Since Orion doesn’t exist anymore, had they sold off the rights to the franchise?

Alex Winter: Oh yeah, the first one was Dino. The first one was De Laurentiis and then Nelson Entertainment bought it. The movies have never been studio movies. They’ve been picked up sometimes by studios but the other two were independent movies.

 

The studios who distributed them didn’t retain any rights?

Alex Winter: MGM has the rights.

 

Is the script done at this point?

Alex Winter: Script is done.

 

Check Out: Alex Winter on Downloaded and Bill & Ted 3

 

Were there some aspects of Deep Web that I didn’t ask specifically about that you’d like to discuss?

Alex Winter: I just think that the overall driver of this thing is trying to have an opportunity to introduce indelicate but really important issues into the public narrative around internet and digital rights, privacy rights, the punitive nature of the drug war. The movie really gets into a lot of issues that don’t get discussed enough. I think we’re hoping on our end that on whatever level, it allows more debate to enter into the public consciousness than is currently really in it. I was really taken aback by the disconnect between the facts and Napster and the truths of Napster when I did that story. This one is just gigantically larger in stakes, almost overwhelmingly so. I can’t speak for Lyn. I can only say for myself, I’ve been around a little while. I’m not naive but it is harrowing to be in the middle of a story that’s this important that gets so little coverage.

 

To be at the trial and to see literally nobody there, not a single camera from a mainstream news outlet, was pretty shocking. And a little disturbing actually. So as much as this can get exposed and people can at least start to think, talk, debate, whatever, that’s the hope.

Lyn Ulbricht: Alex alluded to the trial. I guess I was shocked at how unfair it was. Evidence that was favorable to Ross, exculpatory evidence, was suppressed. The defense witnesses were blocked with very, I thought, flimsy reasons. The Bitcoin witness was blocked because the court said, “Oh, the jury understands Bitcoin just fine” which I don’t think so. So he wasn’t able to refute the testimony of the government’s Bitcoin witness. There’s a computer witness that was blocked because the court said this case doesn’t require special technical knowledge. It’s extremely complicated. So that kind of thing.

The defense attorney was hamstrung in his ability to cross-examine and establish reasonable doubt by evidentiary rulings that tethered him to a particular very narrow path that had to follow the prosecution’s narrative. It was an exceptionally narrow path and he’s called for mistrial several times and now has submitted these post-trial motions calling for a retrial because it was a violation of Ross’s due process rights. That, I think, is a really important thing. If we don’t have fair trials, we’re in trouble.

The other thing about this case is the precedent that’s been set going into the digital age. There are several precedents that don’t bode well for our freedom in the digital age.

 

It’s supposed to be a jury of your peers. How many of the 12 jurors were expert computer technicians?

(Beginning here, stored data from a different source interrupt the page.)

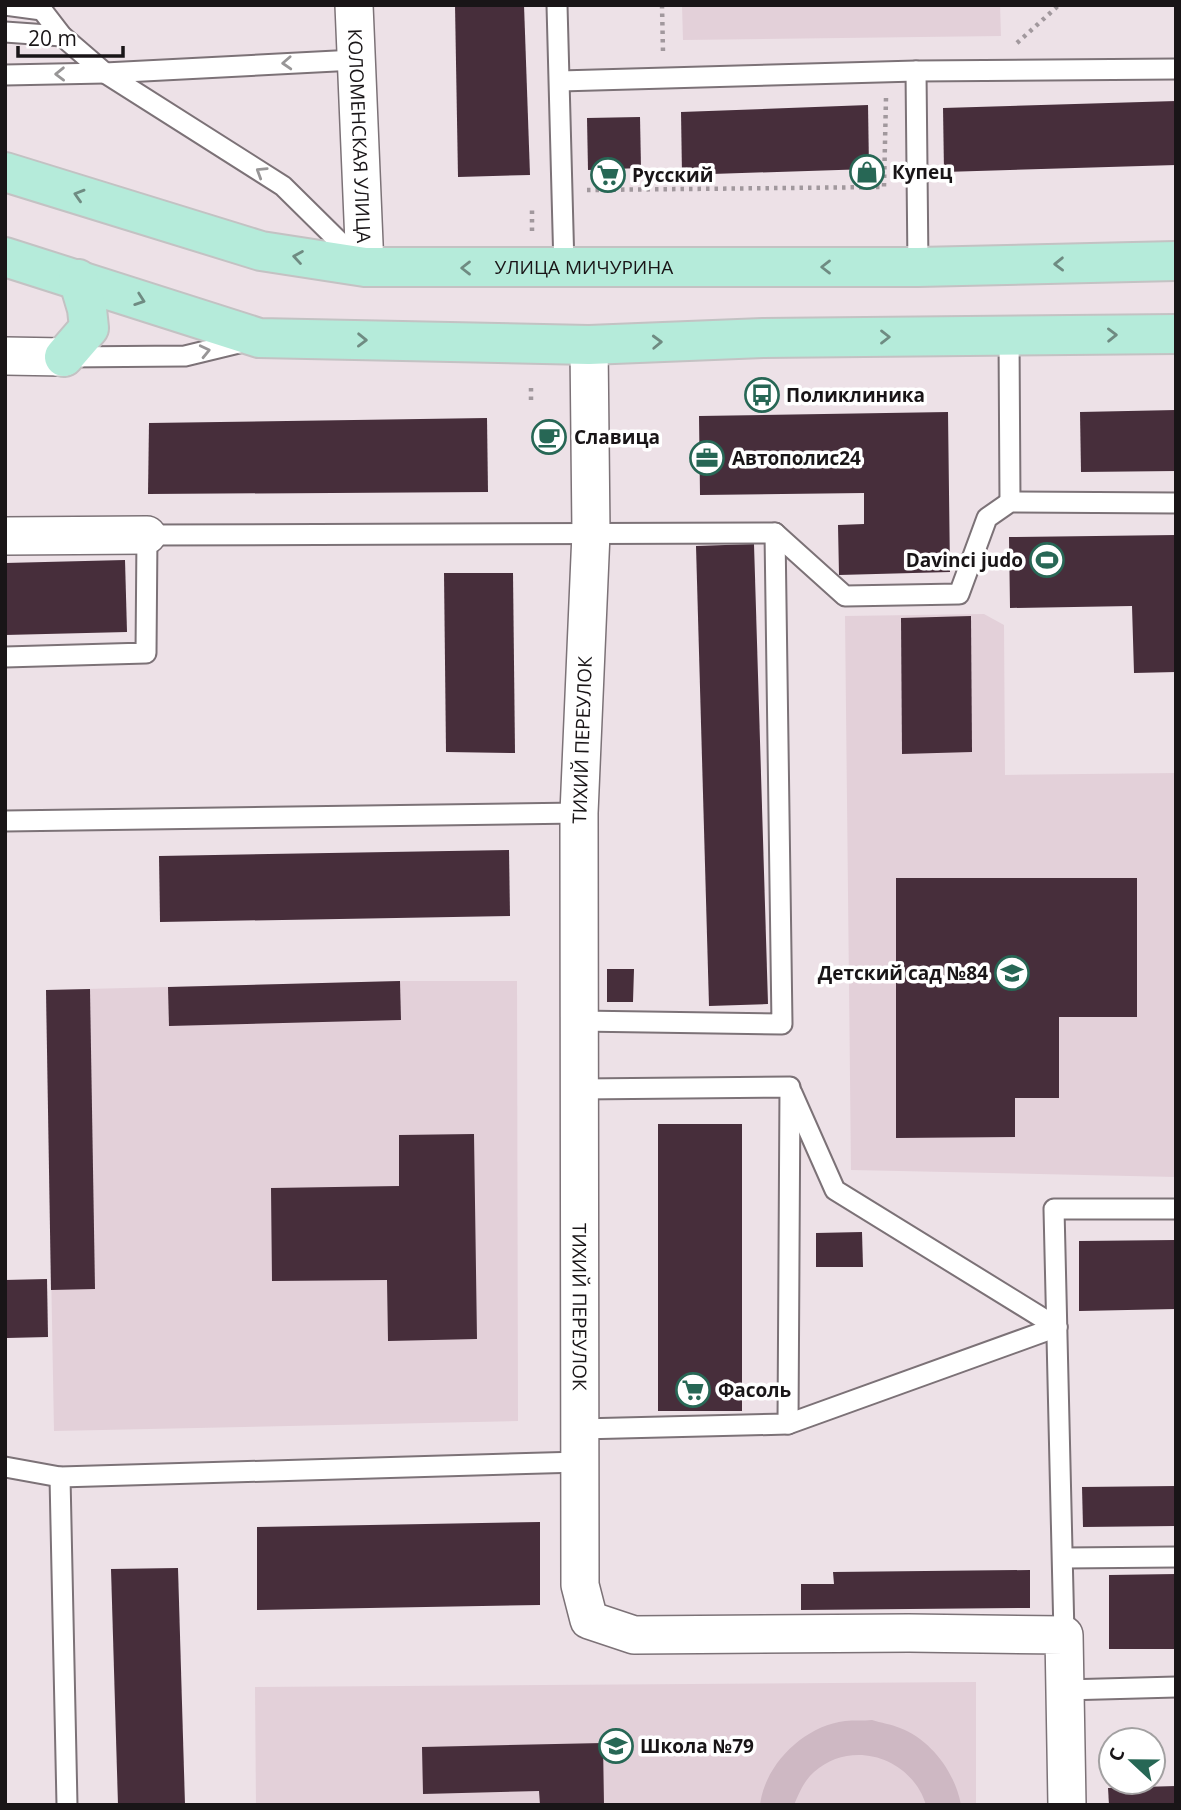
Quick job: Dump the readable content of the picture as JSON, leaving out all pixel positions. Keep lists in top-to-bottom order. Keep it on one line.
{"streets":{"main road":["УЛИЦА МИЧУРИНА"],"street":["КОЛОМЕНСКАЯ УЛИЦА","ТИХИЙ ПЕРЕУЛОК"]},"crossings":[["КОЛОМЕНСКАЯ УЛИЦА","УЛИЦА МИЧУРИНА"]],"places":{"shop":["Купец"],"supermarket":["Русский","Фасоль"],"bus stop":["Поликлиника"],"cafe":["Славица"],"office":["Автополис24"],"sports":["Davinci judo"],"school or university":["Детский сад №84","Школа №79"]},"scale_bar":"20 m","north":"left"}
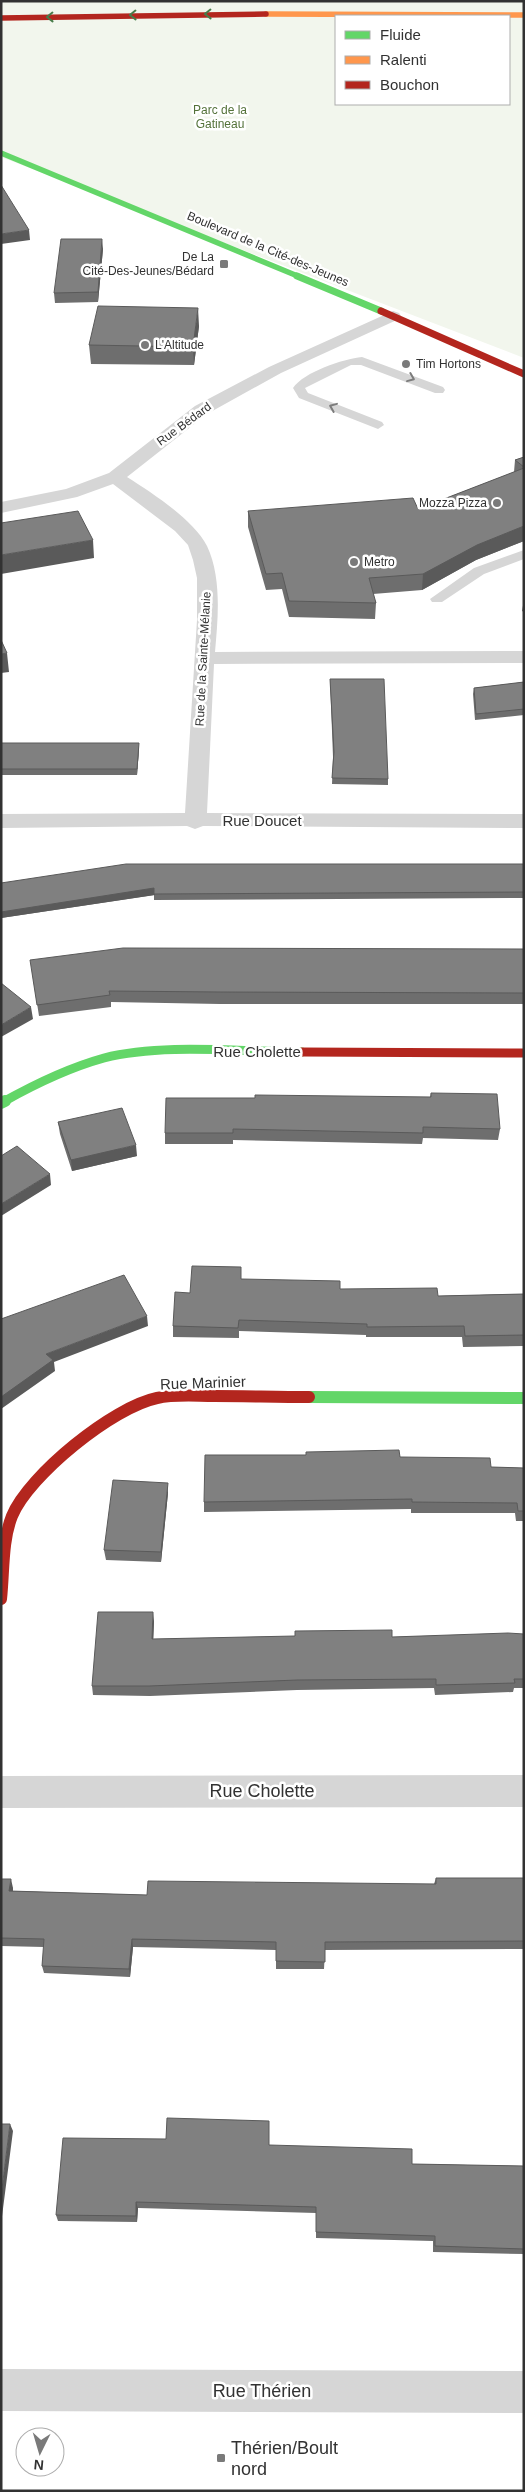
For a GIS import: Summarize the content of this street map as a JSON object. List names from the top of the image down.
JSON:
{
  "streets": {
    "street": [
      "Boulevard de la Cité-des-Jeunes",
      "Rue Bédard",
      "Rue de la Sainte-Mélanie",
      "Rue Doucet",
      "Rue Cholette",
      "Rue Marinier",
      "Rue Thérien"
    ]
  },
  "crossings": [
    ["Boulevard de la Cité-des-Jeunes", "Rue Bédard"],
    ["Rue Bédard", "Rue de la Sainte-Mélanie"],
    ["Rue de la Sainte-Mélanie", "Rue Doucet"]
  ],
  "parks": ["Parc de la Gatineau"],
  "places": {
    "transit": ["De La Cité-Des-Jeunes/Bédard", "Thérien/Boult nord"],
    "other": [
      "L'Altitude",
      "Tim Hortons",
      "Mozza Pizza",
      "Metro"
    ]
  },
  "legend": ["Fluide", "Ralenti", "Bouchon"],
  "north": "bottom"
}
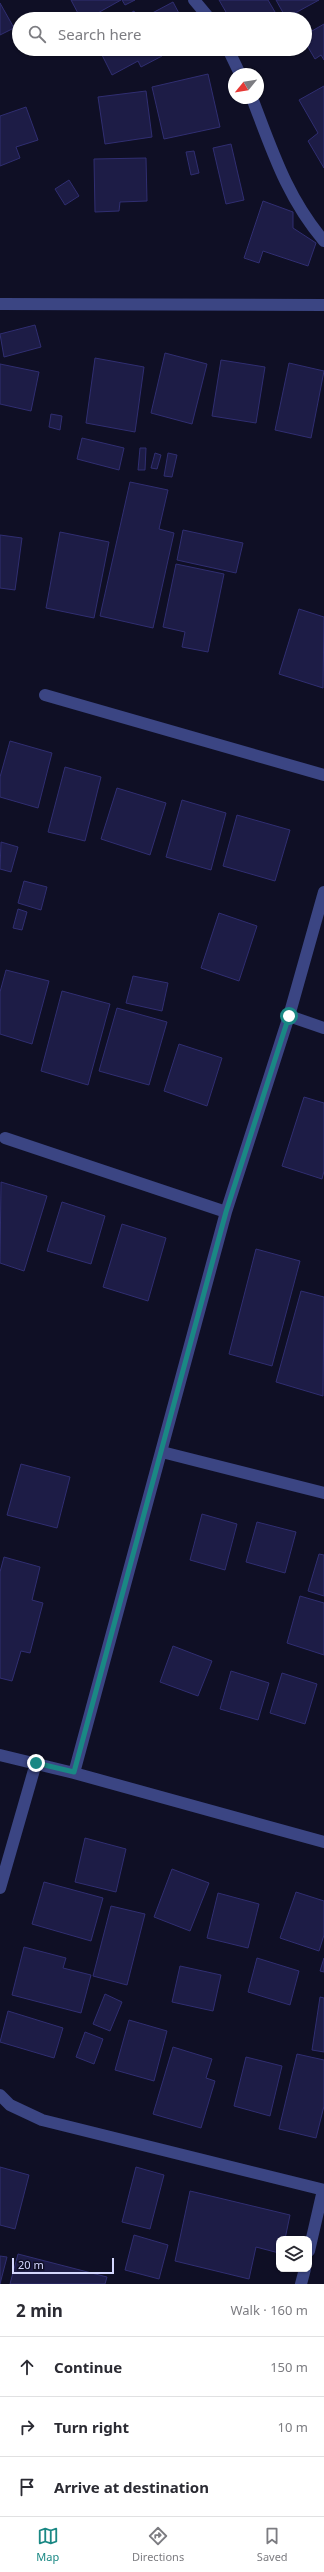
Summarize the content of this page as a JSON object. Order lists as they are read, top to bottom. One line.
{"scale_bar":"20 m","north":"bottom left","page":{"search":"Search here","scale":"20 m","heading":["2 min","Walk · 160 m"],"list":[["Continue","150 m"],["Turn right","10 m"],"Arrive at destination"],"nav":["Map","Directions","Saved"]}}
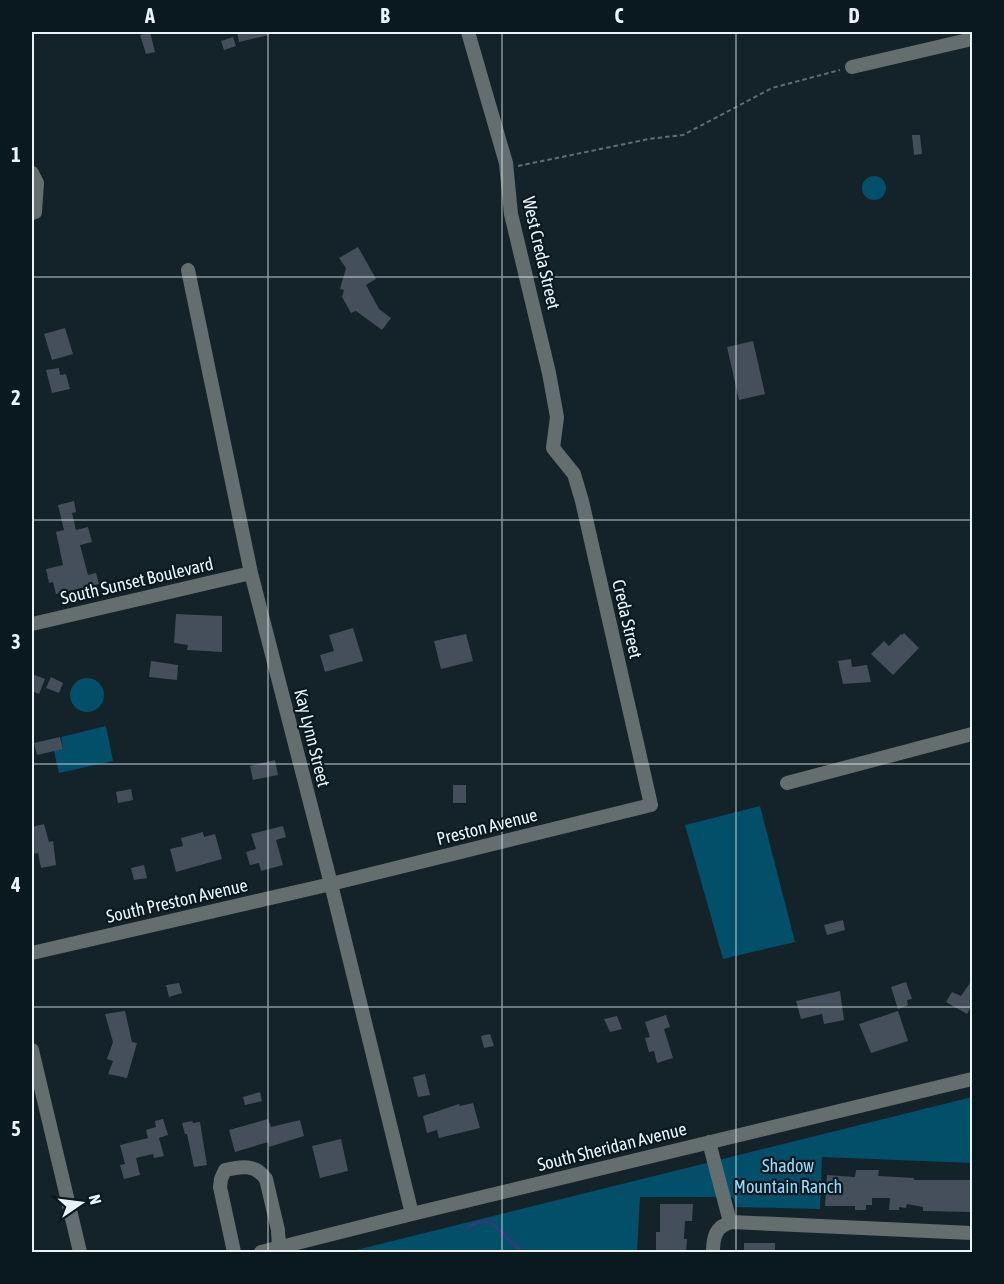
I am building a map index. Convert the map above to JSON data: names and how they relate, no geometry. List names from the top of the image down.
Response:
{
  "streets": {
    "street": [
      "West Creda Street",
      "South Sunset Boulevard",
      "Creda Street",
      "Kay Lynn Street",
      "Preston Avenue",
      "South Preston Avenue",
      "South Sheridan Avenue"
    ]
  },
  "crossings": [
    ["West Creda Street", "Creda Street"],
    ["South Sunset Boulevard", "Kay Lynn Street"],
    ["Creda Street", "Preston Avenue"],
    ["Kay Lynn Street", "Preston Avenue"],
    ["Kay Lynn Street", "South Preston Avenue"],
    ["Kay Lynn Street", "South Sheridan Avenue"],
    ["Preston Avenue", "South Preston Avenue"]
  ],
  "parks": ["Shadow Mountain Ranch"],
  "north": "right",
  "grid": {
    "columns": [
      "A",
      "B",
      "C",
      "D"
    ],
    "rows": [
      "1",
      "2",
      "3",
      "4",
      "5"
    ]
  }
}
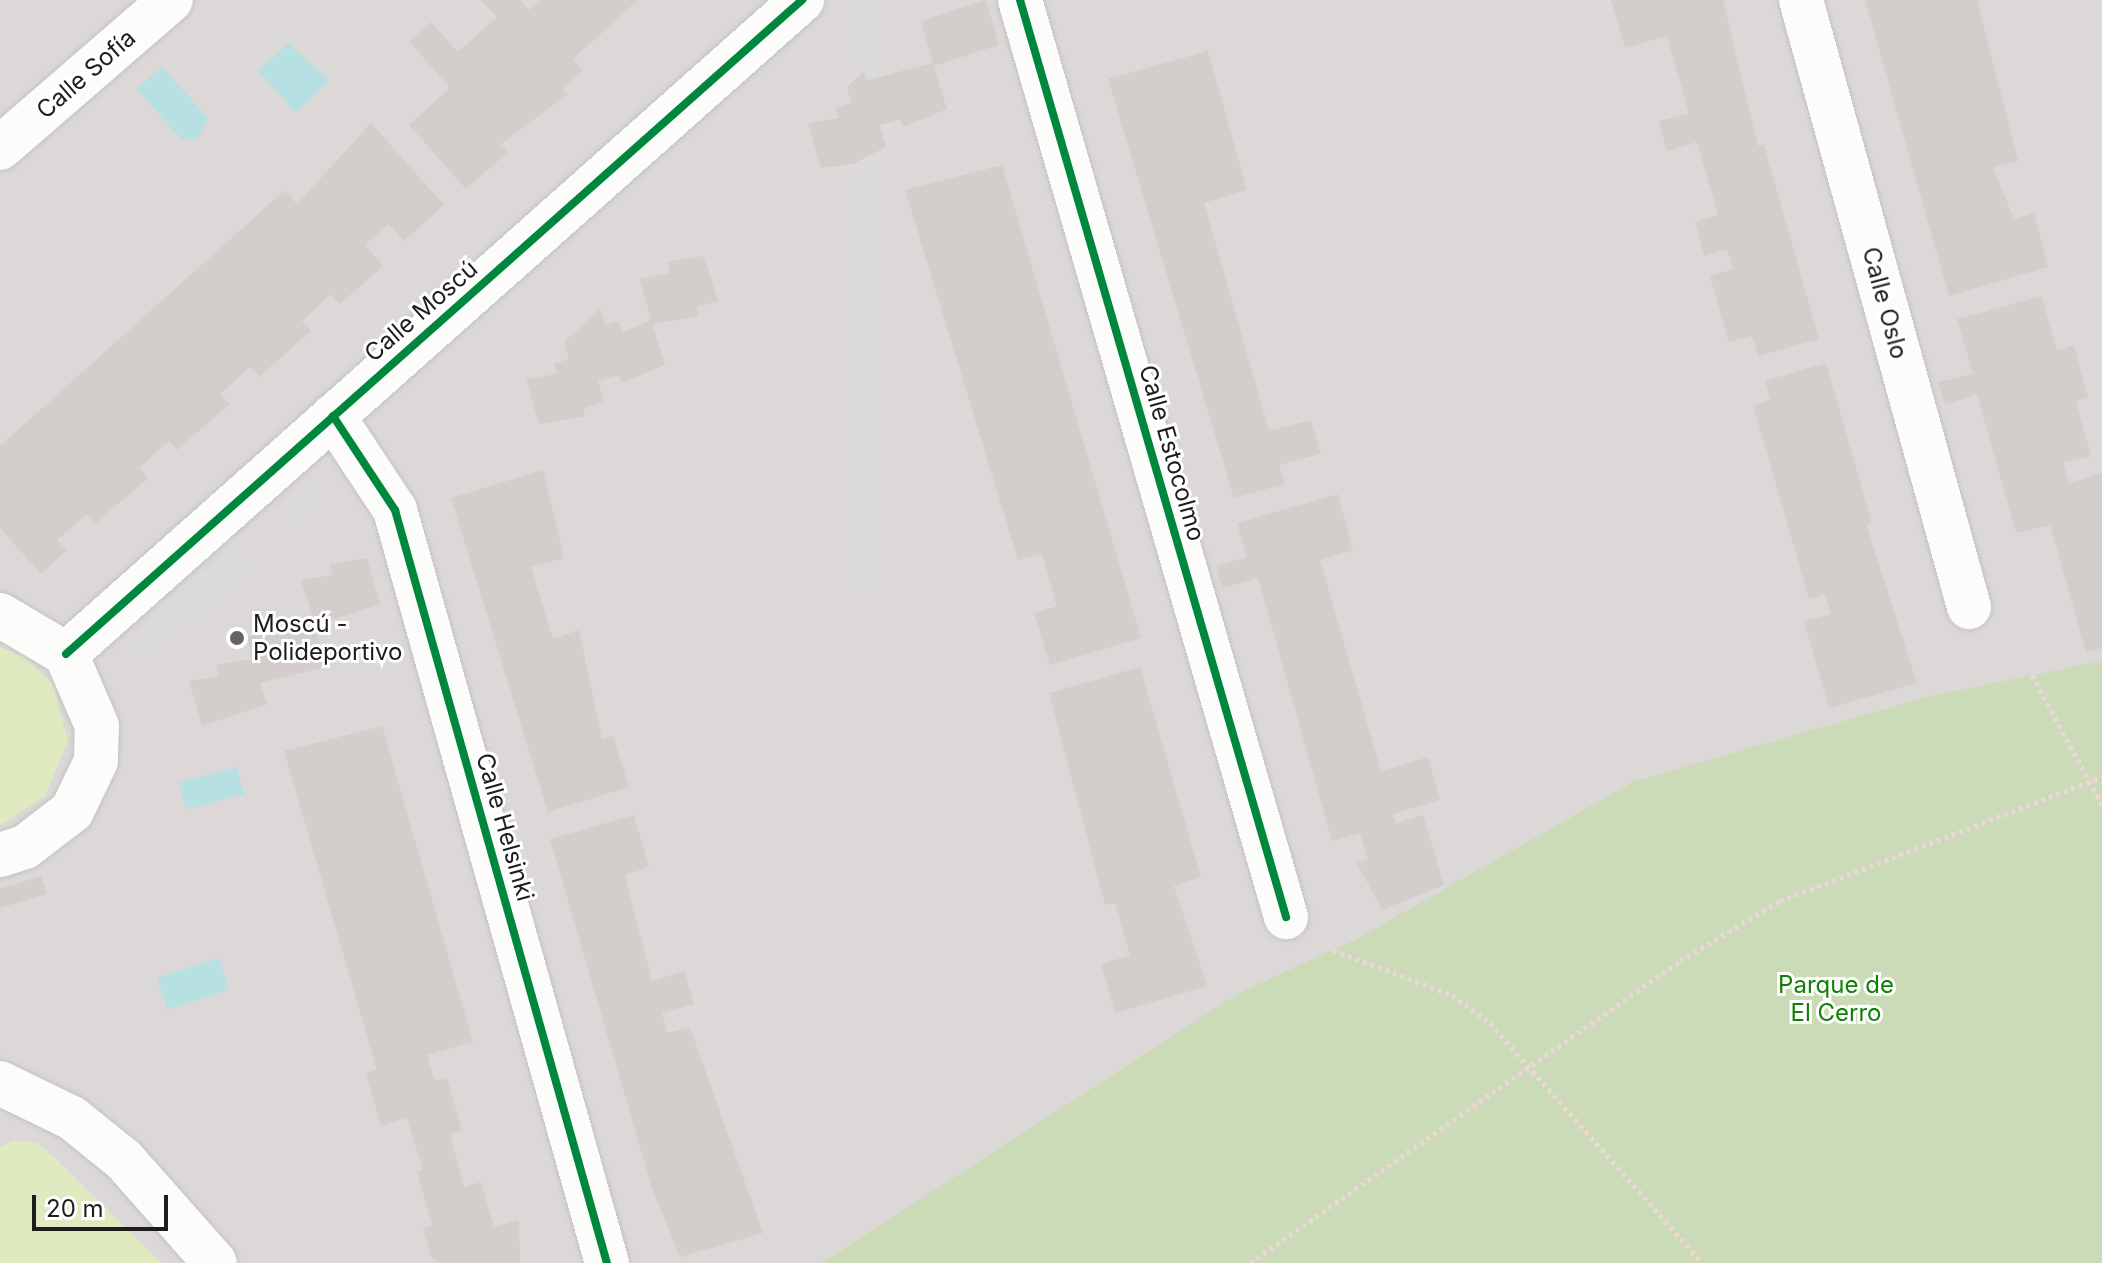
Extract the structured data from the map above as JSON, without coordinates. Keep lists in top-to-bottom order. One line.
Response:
{"streets":{"street":["Calle Sofía","Calle Oslo","Calle Moscú","Calle Estocolmo","Calle Helsinki"]},"crossings":[["Calle Moscú","Calle Helsinki"]],"parks":["Parque de El Cerro"],"places":["Moscú - Polideportivo"],"scale_bar":"20 m"}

Lyn Ulbricht: There were two under 40.

Alex Winter: But they were not allowed. They evicted anyone who had any computer knowledge.

Lyn Ulbricht: There were a couple. One was an IT girl who worked for Social Security. I don’t know if I consider that IT. She was one of the experts and one of the people under 40 but a lot of them, no, they didn’t understand it.

 

Deep Web will air at 8 p.m. (ET/PT) on May 31st on EPIX.